Aim of the task:
Copy out all lines of the material below in which "buttons" occurs.

------------------------------------------------------------

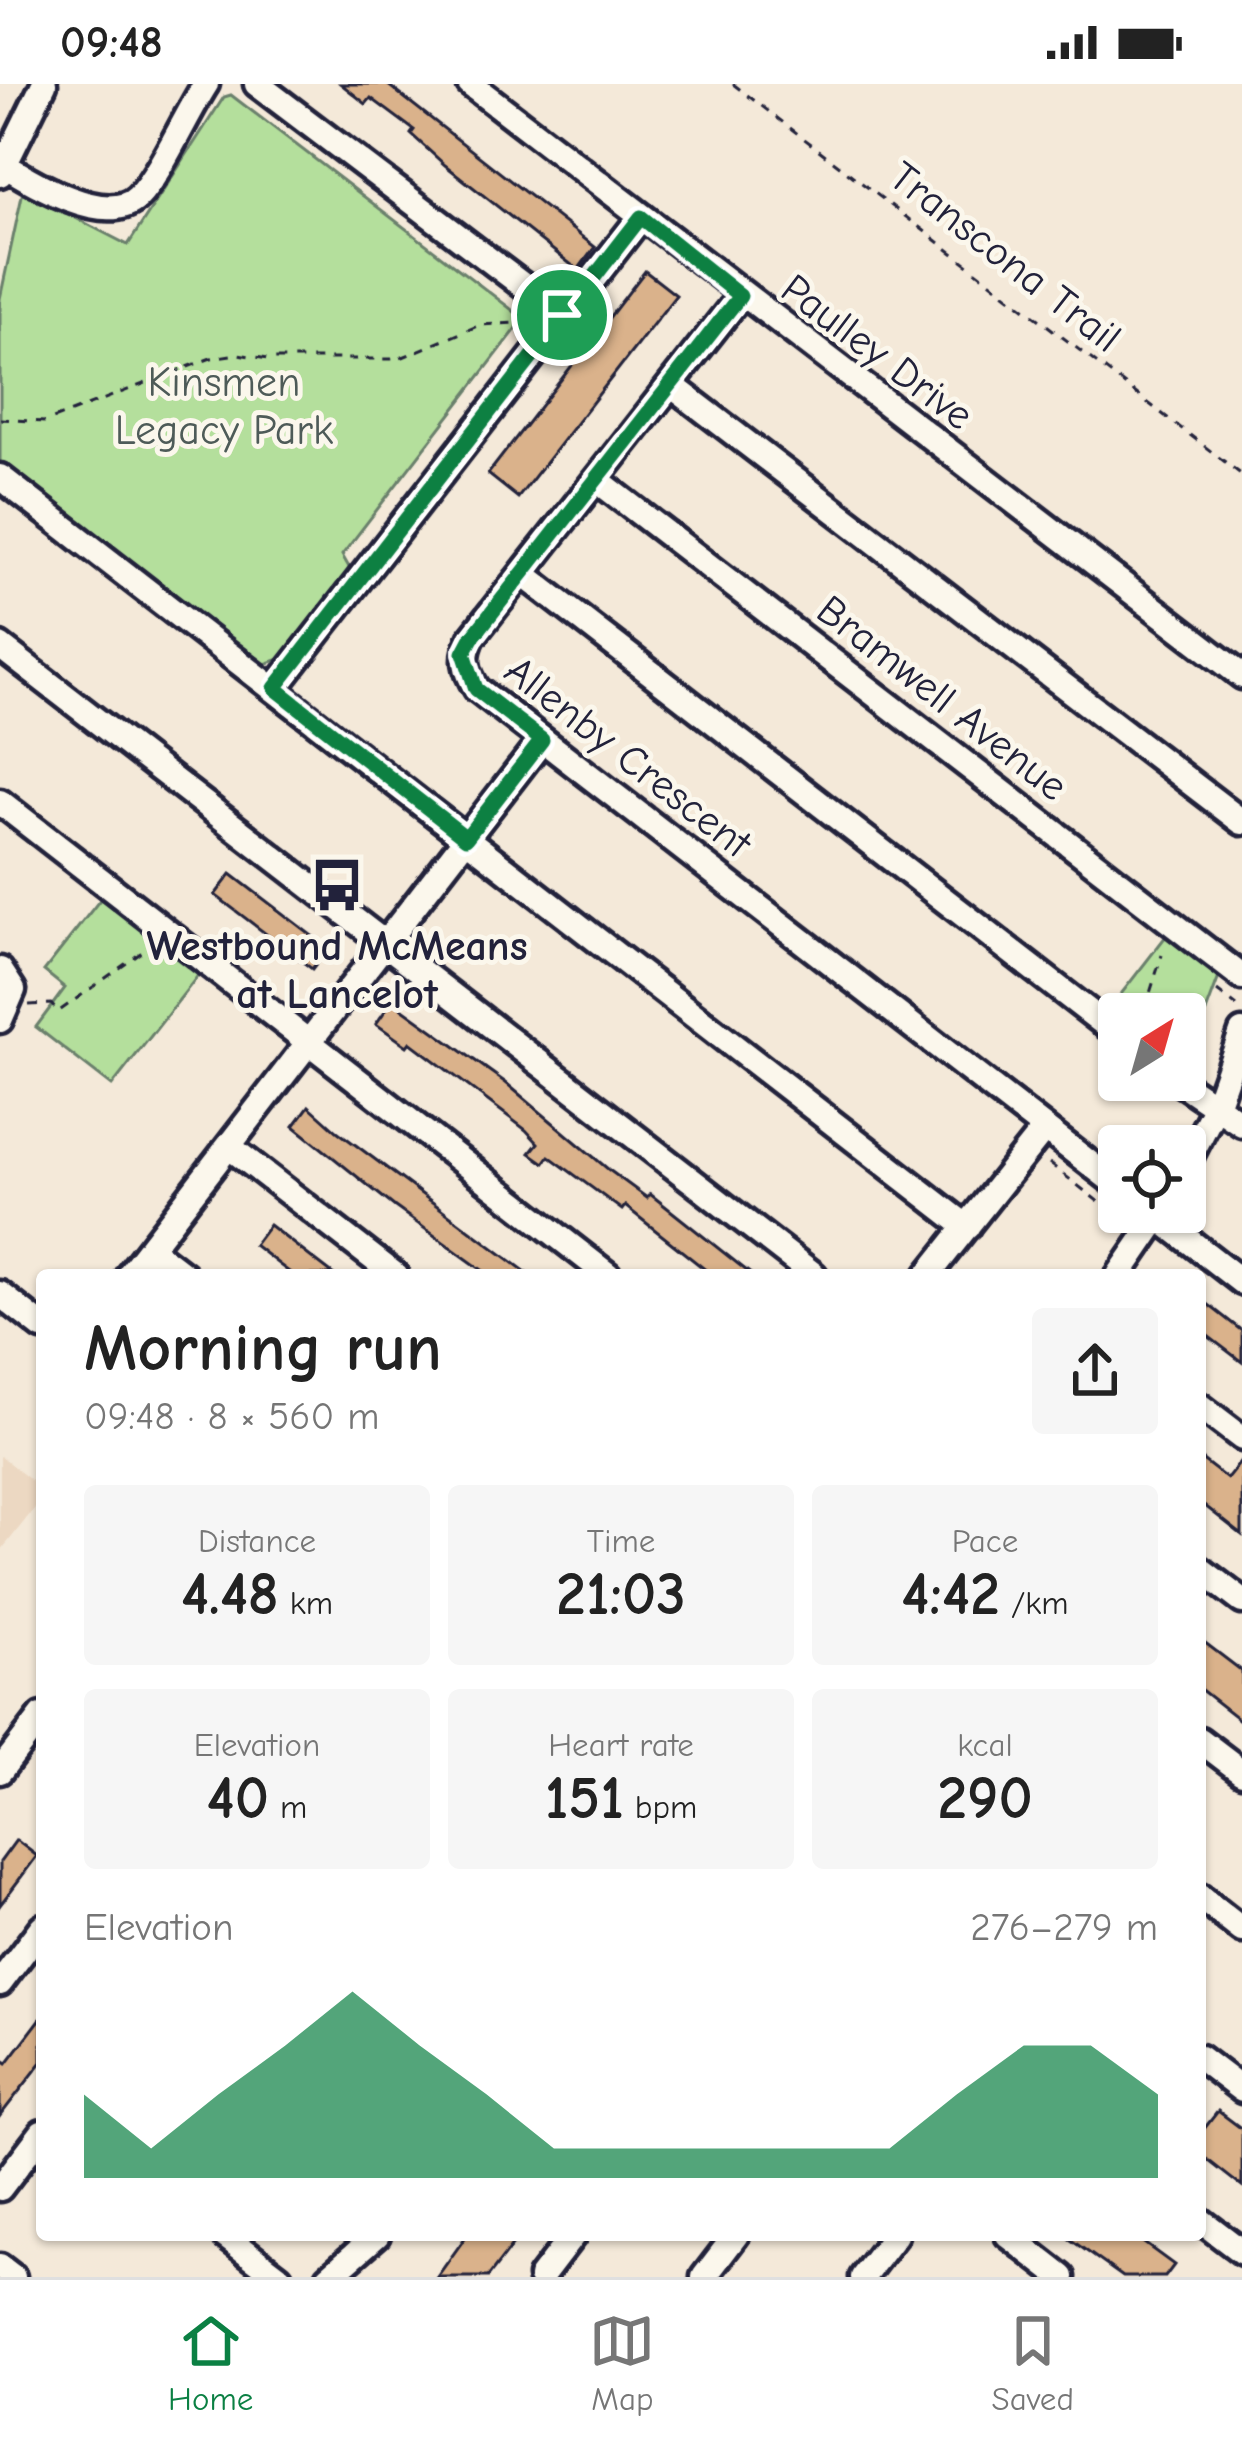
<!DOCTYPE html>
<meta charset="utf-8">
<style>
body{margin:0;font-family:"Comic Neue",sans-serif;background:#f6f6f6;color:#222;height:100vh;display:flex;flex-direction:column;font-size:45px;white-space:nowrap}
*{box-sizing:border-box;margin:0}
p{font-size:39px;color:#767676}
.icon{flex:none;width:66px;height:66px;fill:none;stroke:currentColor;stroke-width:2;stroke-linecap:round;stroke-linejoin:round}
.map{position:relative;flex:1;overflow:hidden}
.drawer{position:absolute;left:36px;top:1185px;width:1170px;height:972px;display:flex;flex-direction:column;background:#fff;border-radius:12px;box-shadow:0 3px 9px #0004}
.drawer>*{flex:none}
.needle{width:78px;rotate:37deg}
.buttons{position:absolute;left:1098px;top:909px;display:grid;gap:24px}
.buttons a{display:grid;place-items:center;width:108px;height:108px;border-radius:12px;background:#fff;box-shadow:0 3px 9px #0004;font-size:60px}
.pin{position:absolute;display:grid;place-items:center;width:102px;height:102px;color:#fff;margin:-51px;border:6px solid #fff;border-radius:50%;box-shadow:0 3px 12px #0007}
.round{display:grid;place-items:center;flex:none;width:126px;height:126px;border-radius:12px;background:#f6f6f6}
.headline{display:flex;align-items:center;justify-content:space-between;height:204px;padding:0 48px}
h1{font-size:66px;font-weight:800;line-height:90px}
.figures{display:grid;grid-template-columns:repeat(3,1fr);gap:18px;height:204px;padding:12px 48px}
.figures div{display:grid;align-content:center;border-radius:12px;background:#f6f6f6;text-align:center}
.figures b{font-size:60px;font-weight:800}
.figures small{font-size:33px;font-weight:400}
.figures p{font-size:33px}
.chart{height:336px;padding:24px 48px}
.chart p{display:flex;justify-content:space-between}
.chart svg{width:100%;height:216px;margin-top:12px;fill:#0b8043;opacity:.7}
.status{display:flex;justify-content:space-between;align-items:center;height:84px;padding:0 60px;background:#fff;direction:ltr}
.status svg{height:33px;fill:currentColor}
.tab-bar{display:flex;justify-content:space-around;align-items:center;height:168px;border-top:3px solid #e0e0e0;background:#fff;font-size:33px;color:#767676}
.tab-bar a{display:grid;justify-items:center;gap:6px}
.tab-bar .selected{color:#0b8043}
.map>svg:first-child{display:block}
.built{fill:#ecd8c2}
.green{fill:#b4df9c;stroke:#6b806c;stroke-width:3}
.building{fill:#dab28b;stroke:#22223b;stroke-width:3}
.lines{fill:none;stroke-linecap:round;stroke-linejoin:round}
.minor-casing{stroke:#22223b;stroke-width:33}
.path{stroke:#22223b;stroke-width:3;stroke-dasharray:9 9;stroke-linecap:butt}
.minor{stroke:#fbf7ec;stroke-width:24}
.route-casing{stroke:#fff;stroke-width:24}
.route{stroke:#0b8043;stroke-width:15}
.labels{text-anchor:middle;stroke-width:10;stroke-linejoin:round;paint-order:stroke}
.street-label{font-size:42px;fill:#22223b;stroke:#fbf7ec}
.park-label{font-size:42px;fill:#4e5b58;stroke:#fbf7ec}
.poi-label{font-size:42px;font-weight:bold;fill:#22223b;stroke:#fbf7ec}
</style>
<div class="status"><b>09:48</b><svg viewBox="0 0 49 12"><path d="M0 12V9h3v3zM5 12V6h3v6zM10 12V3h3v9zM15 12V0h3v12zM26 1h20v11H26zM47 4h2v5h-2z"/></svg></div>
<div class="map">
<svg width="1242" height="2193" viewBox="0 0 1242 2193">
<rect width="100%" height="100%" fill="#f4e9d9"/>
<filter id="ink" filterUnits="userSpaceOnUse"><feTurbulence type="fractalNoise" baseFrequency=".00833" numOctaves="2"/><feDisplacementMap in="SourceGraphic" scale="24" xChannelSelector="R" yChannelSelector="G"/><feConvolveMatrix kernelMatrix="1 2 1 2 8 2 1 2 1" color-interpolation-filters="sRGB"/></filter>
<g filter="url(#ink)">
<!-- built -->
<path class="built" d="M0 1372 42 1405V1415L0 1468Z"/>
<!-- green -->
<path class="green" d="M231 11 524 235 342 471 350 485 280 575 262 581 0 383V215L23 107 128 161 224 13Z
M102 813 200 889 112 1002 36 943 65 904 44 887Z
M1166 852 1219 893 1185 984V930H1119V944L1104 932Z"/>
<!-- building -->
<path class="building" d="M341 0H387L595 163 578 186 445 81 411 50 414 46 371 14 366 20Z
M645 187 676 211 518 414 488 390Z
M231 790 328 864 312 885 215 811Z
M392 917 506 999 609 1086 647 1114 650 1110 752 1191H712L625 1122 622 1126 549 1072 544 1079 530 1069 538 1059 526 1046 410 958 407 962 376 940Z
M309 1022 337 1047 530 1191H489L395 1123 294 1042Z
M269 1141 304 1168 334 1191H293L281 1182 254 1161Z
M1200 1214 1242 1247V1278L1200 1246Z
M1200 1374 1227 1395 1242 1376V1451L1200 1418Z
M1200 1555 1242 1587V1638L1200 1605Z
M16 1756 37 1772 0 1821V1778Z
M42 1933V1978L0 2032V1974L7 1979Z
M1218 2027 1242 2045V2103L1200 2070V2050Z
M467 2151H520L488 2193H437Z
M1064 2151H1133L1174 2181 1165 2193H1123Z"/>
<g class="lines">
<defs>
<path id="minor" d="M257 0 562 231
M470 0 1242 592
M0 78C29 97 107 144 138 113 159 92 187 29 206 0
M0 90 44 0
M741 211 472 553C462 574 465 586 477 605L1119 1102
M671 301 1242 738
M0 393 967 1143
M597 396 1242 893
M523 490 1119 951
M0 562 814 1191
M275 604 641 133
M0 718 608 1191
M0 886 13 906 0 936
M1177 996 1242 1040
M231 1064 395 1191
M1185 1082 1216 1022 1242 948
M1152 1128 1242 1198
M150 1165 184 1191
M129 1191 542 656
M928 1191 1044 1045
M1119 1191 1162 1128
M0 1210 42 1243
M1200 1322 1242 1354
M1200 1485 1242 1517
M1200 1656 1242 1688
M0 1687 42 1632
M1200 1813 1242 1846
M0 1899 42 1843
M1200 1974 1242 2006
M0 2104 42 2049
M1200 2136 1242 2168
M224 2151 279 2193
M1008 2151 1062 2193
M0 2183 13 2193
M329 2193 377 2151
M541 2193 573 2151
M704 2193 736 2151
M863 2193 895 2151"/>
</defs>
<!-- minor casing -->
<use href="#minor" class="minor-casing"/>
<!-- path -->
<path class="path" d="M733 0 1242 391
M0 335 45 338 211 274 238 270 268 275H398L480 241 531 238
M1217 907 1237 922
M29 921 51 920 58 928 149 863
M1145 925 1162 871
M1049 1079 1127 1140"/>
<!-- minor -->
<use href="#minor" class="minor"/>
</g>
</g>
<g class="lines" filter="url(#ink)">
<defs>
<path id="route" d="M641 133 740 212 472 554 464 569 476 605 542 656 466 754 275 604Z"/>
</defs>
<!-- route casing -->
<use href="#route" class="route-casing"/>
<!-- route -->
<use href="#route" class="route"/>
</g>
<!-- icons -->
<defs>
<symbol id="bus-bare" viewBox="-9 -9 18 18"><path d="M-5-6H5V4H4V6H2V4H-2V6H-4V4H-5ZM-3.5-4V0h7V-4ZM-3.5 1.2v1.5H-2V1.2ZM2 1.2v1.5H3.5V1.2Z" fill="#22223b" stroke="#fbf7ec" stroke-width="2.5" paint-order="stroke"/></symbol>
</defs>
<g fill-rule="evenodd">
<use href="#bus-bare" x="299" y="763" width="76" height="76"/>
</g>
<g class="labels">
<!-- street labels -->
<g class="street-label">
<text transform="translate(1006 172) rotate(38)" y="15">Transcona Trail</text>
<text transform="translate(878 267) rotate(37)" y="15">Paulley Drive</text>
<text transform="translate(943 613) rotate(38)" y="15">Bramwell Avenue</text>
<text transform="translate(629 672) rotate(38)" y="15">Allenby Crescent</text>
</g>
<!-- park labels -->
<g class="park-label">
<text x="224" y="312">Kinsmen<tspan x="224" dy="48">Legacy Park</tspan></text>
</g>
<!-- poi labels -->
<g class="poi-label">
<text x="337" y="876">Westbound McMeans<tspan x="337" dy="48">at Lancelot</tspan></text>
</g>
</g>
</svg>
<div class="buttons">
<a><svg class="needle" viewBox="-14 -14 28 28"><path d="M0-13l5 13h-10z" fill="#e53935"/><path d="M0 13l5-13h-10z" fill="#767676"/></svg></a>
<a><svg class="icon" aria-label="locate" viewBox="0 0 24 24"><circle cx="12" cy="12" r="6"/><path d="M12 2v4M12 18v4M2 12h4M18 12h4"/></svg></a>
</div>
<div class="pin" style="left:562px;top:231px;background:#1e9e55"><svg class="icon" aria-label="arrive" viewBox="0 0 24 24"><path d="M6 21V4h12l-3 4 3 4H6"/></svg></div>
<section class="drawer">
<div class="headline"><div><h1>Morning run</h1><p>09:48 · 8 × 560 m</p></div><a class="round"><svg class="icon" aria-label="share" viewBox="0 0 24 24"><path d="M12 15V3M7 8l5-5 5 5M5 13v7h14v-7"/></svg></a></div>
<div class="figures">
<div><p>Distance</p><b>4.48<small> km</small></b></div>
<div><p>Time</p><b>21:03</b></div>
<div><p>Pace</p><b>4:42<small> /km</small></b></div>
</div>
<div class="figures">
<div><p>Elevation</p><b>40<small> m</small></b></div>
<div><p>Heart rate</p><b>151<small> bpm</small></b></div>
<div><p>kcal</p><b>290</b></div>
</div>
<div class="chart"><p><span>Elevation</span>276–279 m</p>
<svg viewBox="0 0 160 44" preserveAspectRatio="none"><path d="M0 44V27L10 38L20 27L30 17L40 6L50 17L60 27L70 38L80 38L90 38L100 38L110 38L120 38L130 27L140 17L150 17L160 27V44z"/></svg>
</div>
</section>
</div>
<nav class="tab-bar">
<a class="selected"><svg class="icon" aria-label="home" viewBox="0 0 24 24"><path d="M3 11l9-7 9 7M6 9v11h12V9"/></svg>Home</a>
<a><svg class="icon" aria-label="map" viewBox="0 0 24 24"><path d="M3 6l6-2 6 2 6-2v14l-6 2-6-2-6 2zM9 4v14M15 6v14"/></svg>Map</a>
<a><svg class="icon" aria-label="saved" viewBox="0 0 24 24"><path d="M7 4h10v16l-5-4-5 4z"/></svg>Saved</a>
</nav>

------------------------------------------------------------

Solution to the problem:
.buttons{position:absolute;left:1098px;top:909px;display:grid;gap:24px}
.buttons a{display:grid;place-items:center;width:108px;height:108px;border-radius:12px;background:#fff;box-shadow:0 3px 9px #0004;font-size:60px}
<div class="buttons">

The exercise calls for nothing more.